━━ DATA UNDER STUDY ━━

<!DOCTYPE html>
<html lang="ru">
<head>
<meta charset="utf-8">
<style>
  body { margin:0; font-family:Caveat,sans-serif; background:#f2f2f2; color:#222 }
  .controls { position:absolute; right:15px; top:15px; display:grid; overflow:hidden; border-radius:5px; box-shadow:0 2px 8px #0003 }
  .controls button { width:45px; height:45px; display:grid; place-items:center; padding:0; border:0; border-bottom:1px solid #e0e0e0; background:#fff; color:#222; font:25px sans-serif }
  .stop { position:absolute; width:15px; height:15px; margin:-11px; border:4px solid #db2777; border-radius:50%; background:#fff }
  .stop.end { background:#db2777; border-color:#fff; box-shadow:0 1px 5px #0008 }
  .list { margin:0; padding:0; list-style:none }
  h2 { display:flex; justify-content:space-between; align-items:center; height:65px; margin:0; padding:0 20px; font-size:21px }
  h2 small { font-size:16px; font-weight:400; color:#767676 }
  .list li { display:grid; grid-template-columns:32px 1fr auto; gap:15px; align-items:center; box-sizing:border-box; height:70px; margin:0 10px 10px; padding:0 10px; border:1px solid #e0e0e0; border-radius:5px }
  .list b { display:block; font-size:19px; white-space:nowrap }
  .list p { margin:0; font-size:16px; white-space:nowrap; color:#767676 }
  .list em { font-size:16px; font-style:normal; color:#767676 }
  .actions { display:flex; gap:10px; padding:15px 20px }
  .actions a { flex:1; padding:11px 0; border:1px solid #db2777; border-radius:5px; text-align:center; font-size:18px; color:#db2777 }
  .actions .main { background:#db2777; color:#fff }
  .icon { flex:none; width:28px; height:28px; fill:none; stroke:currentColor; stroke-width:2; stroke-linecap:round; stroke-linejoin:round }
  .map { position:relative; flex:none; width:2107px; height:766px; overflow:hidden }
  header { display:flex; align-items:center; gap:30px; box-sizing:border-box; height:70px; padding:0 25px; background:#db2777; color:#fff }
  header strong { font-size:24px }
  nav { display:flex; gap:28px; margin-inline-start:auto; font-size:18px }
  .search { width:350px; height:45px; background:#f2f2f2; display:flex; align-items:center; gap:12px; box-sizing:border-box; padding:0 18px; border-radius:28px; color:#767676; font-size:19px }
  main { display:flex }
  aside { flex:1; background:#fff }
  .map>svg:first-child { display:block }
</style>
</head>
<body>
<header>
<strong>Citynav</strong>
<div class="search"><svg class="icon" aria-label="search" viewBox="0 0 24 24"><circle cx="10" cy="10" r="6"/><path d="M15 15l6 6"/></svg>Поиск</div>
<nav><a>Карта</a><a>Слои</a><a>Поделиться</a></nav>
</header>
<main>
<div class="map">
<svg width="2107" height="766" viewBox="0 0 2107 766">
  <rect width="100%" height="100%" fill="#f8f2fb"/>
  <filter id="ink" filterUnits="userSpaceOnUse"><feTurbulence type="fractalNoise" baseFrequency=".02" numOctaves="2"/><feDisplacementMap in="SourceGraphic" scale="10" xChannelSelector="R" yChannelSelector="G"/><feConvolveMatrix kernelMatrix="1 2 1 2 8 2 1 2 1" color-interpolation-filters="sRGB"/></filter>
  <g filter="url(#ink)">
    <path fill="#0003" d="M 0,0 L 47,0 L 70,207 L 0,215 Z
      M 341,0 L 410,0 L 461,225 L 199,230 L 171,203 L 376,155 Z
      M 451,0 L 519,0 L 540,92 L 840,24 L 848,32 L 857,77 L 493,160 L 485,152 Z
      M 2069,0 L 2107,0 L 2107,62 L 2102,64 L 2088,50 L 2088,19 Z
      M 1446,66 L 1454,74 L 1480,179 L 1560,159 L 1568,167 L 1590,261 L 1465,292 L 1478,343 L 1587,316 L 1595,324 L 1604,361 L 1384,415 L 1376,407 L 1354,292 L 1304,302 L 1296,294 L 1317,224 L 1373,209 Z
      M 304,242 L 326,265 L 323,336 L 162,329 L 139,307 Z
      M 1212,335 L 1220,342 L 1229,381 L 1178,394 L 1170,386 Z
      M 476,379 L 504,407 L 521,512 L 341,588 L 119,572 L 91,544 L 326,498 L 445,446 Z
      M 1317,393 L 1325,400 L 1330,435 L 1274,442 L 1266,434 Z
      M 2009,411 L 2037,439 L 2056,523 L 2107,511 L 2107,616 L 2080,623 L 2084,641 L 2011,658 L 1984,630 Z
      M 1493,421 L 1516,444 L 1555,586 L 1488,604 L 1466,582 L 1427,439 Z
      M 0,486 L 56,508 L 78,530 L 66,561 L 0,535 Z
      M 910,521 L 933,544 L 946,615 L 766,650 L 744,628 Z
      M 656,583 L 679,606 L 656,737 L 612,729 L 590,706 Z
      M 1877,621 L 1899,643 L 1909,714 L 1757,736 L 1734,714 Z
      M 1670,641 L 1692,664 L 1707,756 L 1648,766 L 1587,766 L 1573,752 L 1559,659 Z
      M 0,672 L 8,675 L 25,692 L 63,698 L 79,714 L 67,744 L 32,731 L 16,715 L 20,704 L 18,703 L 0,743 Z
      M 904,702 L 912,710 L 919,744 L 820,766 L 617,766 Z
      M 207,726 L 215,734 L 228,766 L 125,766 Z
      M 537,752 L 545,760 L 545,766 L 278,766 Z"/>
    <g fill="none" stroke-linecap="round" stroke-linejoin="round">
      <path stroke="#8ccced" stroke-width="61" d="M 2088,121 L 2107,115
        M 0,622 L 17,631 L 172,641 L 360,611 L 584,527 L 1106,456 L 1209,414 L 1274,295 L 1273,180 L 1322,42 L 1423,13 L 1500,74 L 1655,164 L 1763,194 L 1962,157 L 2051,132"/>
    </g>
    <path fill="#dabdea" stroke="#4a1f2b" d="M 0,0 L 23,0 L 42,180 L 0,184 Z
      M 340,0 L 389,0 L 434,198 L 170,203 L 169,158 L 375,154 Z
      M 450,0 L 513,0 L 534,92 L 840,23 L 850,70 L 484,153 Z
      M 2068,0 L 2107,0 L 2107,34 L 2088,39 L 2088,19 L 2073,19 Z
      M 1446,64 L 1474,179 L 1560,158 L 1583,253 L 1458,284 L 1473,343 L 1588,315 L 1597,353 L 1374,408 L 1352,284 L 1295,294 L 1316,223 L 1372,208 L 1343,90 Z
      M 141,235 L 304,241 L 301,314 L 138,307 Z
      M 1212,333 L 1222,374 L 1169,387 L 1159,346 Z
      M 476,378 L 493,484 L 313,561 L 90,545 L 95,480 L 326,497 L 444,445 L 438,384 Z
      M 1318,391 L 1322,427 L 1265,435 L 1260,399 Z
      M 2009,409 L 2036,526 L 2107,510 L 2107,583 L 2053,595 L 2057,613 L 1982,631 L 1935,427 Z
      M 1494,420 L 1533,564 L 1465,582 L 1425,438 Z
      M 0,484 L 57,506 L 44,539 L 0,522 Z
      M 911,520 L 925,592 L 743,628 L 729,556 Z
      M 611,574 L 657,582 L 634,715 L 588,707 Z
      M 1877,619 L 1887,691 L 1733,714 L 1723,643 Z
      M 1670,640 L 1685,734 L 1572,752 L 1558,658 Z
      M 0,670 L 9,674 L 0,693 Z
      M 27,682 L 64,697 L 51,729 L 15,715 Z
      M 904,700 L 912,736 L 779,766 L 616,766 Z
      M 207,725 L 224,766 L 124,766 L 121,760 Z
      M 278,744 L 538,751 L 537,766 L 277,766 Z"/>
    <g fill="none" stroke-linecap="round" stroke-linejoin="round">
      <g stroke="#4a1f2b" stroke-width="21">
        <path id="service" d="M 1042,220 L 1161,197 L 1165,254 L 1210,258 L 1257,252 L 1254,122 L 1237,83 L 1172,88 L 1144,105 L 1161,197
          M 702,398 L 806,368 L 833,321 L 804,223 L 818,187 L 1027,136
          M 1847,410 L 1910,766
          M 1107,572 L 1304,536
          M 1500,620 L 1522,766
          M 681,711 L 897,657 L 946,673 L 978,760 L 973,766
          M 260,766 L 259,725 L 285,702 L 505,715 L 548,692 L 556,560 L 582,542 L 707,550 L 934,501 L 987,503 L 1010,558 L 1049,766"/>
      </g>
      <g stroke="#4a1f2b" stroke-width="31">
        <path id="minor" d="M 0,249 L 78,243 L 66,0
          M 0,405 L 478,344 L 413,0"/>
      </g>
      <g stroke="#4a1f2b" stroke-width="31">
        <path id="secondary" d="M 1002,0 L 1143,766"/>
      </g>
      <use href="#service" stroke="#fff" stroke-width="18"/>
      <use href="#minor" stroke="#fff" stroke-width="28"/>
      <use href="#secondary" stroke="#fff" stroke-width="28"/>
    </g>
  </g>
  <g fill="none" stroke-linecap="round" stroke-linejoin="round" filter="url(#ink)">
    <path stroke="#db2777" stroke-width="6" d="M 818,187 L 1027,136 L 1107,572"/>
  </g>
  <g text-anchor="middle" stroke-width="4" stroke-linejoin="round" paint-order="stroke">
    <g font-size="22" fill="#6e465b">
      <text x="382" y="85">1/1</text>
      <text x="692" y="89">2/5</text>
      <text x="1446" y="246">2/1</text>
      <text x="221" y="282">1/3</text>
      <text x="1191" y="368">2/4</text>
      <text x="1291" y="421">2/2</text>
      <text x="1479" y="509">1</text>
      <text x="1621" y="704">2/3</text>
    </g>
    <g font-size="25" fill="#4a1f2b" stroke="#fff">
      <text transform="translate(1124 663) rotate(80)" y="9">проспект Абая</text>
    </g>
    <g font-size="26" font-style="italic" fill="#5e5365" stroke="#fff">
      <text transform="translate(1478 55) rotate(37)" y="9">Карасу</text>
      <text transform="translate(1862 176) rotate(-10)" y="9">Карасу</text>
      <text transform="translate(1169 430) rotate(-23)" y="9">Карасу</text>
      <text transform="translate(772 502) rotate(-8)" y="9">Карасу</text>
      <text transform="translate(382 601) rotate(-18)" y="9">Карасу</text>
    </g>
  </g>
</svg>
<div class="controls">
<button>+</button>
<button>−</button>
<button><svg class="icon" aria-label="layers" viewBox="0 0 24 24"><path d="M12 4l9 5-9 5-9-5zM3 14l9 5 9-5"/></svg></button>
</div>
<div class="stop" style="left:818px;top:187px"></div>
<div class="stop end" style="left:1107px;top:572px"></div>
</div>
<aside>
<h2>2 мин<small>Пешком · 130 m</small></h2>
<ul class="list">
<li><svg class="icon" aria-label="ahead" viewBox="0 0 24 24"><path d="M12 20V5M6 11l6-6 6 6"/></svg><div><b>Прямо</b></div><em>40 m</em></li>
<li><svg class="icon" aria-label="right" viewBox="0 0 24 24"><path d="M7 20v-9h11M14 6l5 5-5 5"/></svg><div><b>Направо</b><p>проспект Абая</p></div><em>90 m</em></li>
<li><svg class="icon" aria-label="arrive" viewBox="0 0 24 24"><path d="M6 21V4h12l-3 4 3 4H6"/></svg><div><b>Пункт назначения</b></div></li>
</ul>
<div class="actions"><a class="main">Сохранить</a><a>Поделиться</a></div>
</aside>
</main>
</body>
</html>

━━━

■ WHAT IS EXPECTED: Copy out only the lines of the records above from the one with "M 1212,335 L" through the one with "M 1670,641 L", exactly as they stand, both included.

■ EXERCISE OUTPUT:
      M 1212,335 L 1220,342 L 1229,381 L 1178,394 L 1170,386 Z
      M 476,379 L 504,407 L 521,512 L 341,588 L 119,572 L 91,544 L 326,498 L 445,446 Z
      M 1317,393 L 1325,400 L 1330,435 L 1274,442 L 1266,434 Z
      M 2009,411 L 2037,439 L 2056,523 L 2107,511 L 2107,616 L 2080,623 L 2084,641 L 2011,658 L 1984,630 Z
      M 1493,421 L 1516,444 L 1555,586 L 1488,604 L 1466,582 L 1427,439 Z
      M 0,486 L 56,508 L 78,530 L 66,561 L 0,535 Z
      M 910,521 L 933,544 L 946,615 L 766,650 L 744,628 Z
      M 656,583 L 679,606 L 656,737 L 612,729 L 590,706 Z
      M 1877,621 L 1899,643 L 1909,714 L 1757,736 L 1734,714 Z
      M 1670,641 L 1692,664 L 1707,756 L 1648,766 L 1587,766 L 1573,752 L 1559,659 Z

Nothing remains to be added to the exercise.